Hope this helps some of you guys.




farmer


----------



## toddlajoie (Dec 19, 2014)

Pics look fantastic... nice use of a strip bank... pretty much a perfect tool for photographing pens...

Paul Buff makes some fantastic stuff. All our studio and location lighting are from him. The Alien Bee's are great lights, and they have held up great over the years, We still have a bunch of the Ultras too, which are much heavier (all metal vs plastic). We've had the Ultras a LOT longer, so I have not had any of the Bee's need repairs (tho one has a noisy fan that may be going soon), but whenever we had an Ultra act up they always repaired them quickly and for an unbelievable price. I can't remember how many people I have sold on his stuff. Never bought any of his softboxes tho for some reason, We have a good selection that we have had forever, so we just didn't need any more...


----------



## JohnGreco (Dec 19, 2014)

Interesting set-up. What size lens and f-stop are you shooting at?


----------



## farmer (Dec 19, 2014)

*Lighting*



toddlajoie said:


> Pics look fantastic... nice use of a strip bank... pretty much a perfect tool for photographing pens...
> 
> Paul Buff makes some fantastic stuff. All our studio and location lighting are from him. The Alien Bee's are great lights, and they have held up great over the years, We still have a bunch of the Ultras too, which are much heavier (all metal vs plastic). We've had the Ultras a LOT longer, so I have not had any of the Bee's need repairs (tho one has a noisy fan that may be going soon), but whenever we had an Ultra act up they always repaired them quickly and for an unbelievable price. I can't remember how many people I have sold on his stuff. Never bought any of his softboxes tho for some reason, We have a good selection that we have had forever, so we just didn't need any more...


 

Thank you it was a learning lesson to get my photography to this point.
My main goal was photographing Custom pool cues.
I ship global and my out of country customers are very picky when it comes down to the pictures.
Not only that but all return trans actions I am out shipping costs.
My Customer satisfaction is 100 % and I believe good photographs helped in that area.

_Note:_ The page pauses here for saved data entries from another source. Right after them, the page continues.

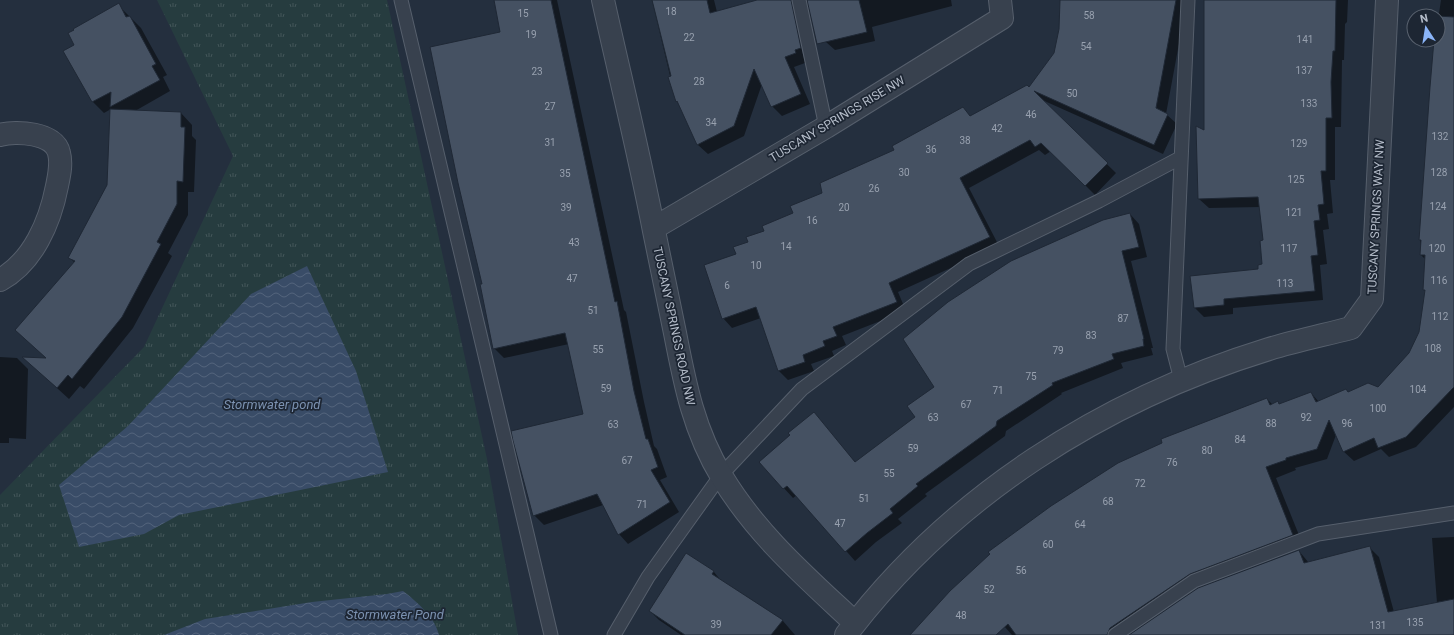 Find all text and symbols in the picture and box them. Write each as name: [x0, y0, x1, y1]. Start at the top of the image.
house number: 18: [665, 6, 677, 17]
house number: 15: [517, 8, 529, 19]
north arrow: [1406, 8, 1446, 48]
house number: 58: [1083, 10, 1095, 21]
text: N: [1419, 11, 1429, 26]
house number: 19: [525, 29, 537, 40]
house number: 22: [683, 32, 695, 43]
house number: 141: [1297, 34, 1313, 45]
house number: 54: [1080, 41, 1092, 52]
house number: 137: [1296, 65, 1313, 76]
house number: 23: [531, 66, 543, 77]
street label: TUSCANY SPRINGS RISE NW: [767, 73, 907, 165]
house number: 28: [693, 76, 705, 87]
house number: 50: [1066, 88, 1078, 99]
house number: 133: [1301, 98, 1317, 109]
house number: 27: [544, 101, 556, 112]
house number: 46: [1025, 109, 1037, 120]
house number: 34: [705, 117, 717, 128]
house number: 42: [991, 123, 1003, 134]
house number: 132: [1432, 131, 1449, 142]
house number: 38: [959, 135, 971, 146]
house number: 31: [544, 137, 556, 148]
house number: 129: [1291, 138, 1307, 149]
street label: TUSCANY SPRINGS WAY NW: [1365, 139, 1387, 295]
house number: 36: [925, 144, 937, 155]
house number: 30: [898, 167, 910, 178]
house number: 128: [1431, 167, 1448, 178]
house number: 35: [559, 168, 571, 179]
house number: 125: [1288, 174, 1305, 185]
house number: 26: [868, 183, 880, 194]
house number: 124: [1430, 201, 1447, 212]
house number: 39: [560, 202, 572, 213]
house number: 20: [838, 202, 850, 213]
house number: 121: [1286, 207, 1302, 218]
house number: 16: [806, 215, 818, 226]
house number: 43: [568, 237, 580, 248]
house number: 14: [780, 241, 792, 252]
house number: 117: [1281, 243, 1298, 254]
house number: 120: [1429, 243, 1446, 254]
street label: TUSCANY SPRINGS ROAD NW: [650, 245, 698, 407]
house number: 10: [750, 260, 762, 271]
house number: 47: [566, 273, 578, 284]
house number: 116: [1431, 275, 1448, 286]
house number: 113: [1277, 278, 1293, 289]
house number: 6: [724, 280, 730, 291]
house number: 51: [587, 305, 599, 316]
house number: 112: [1432, 311, 1449, 322]
house number: 87: [1117, 313, 1129, 324]
house number: 83: [1085, 330, 1097, 341]
house number: 108: [1425, 343, 1442, 354]
house number: 55: [592, 344, 604, 355]
house number: 79: [1052, 345, 1064, 356]
house number: 75: [1025, 371, 1037, 382]
house number: 59: [600, 383, 612, 394]
house number: 104: [1410, 384, 1427, 395]
house number: 71: [992, 385, 1004, 396]
water label: Stormwater pond: [224, 397, 321, 412]
house number: 67: [960, 399, 972, 410]
house number: 100: [1370, 403, 1387, 414]
house number: 63: [927, 412, 939, 423]
house number: 92: [1300, 412, 1312, 423]
house number: 88: [1265, 418, 1277, 429]
house number: 96: [1341, 418, 1353, 429]
house number: 63: [607, 419, 619, 430]
house number: 84: [1234, 434, 1246, 445]
house number: 59: [907, 443, 919, 454]
house number: 80: [1201, 445, 1213, 456]
house number: 67: [621, 455, 633, 466]
house number: 76: [1166, 457, 1178, 468]
house number: 55: [883, 468, 895, 479]
house number: 72: [1134, 478, 1146, 489]
house number: 51: [858, 493, 870, 504]
house number: 68: [1102, 496, 1114, 507]
house number: 71: [636, 499, 648, 510]
house number: 47: [834, 518, 846, 529]
house number: 64: [1074, 519, 1086, 530]
house number: 60: [1042, 539, 1054, 550]
house number: 56: [1015, 565, 1027, 576]
house number: 52: [983, 584, 995, 595]
water label: Stormwater Pond: [346, 607, 445, 622]
house number: 48: [955, 610, 967, 621]
house number: 135: [1407, 617, 1424, 628]
house number: 39: [710, 619, 722, 630]
house number: 131: [1370, 620, 1386, 631]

I also have one white lightening 1500 strobe and PC Buff soft box and HD light stand with the wireless triggers.

I need a roll of black and 18% gray seamless backdrop paper..

Farmer


----------



## farmer (Dec 19, 2014)

*set up*



JohnGreco said:


> Interesting set-up. What size lens and f-stop are you shooting at?


 
The lens is a Canon TSE 17mm f4 L with a 145mm fotodiox CPL
I also use a TSE 24mm L lens to in product or commercial photography to.

Pens are small enough that I think allot of differ lenses would do a Great job.
But my favorite lens is The TSE 17mm.
It is a great landscape lens too.





100 ISO   F12 to f22 on the F stop 1/250 S speed.

The only reason I can photograph these products with such a bright lite is because of the Linear polarized film I Velcro  to my soft box.



If I wouldn't of the subjects would of been glared out or polarized reflection would white it out. 
It is a photography technic called Cross polarization


When I am done with this photo shoot I will remove the linear polarized film so everyone can see the difference.

Farmer


----------



## Ironwood (Dec 19, 2014)

Looks like your setup is working well for you. Thanks for posting your results.

I am in the process of researching the use of flash for my pen photography, up until now I have been using a homemade light tent in a box, it can produce OK results, but I struggle with reflections and showing gloss levels. I think to take my photography to the next level I need to leave the tent/box behind.
I am struggling a bit deciding to go continuos lighting or flash.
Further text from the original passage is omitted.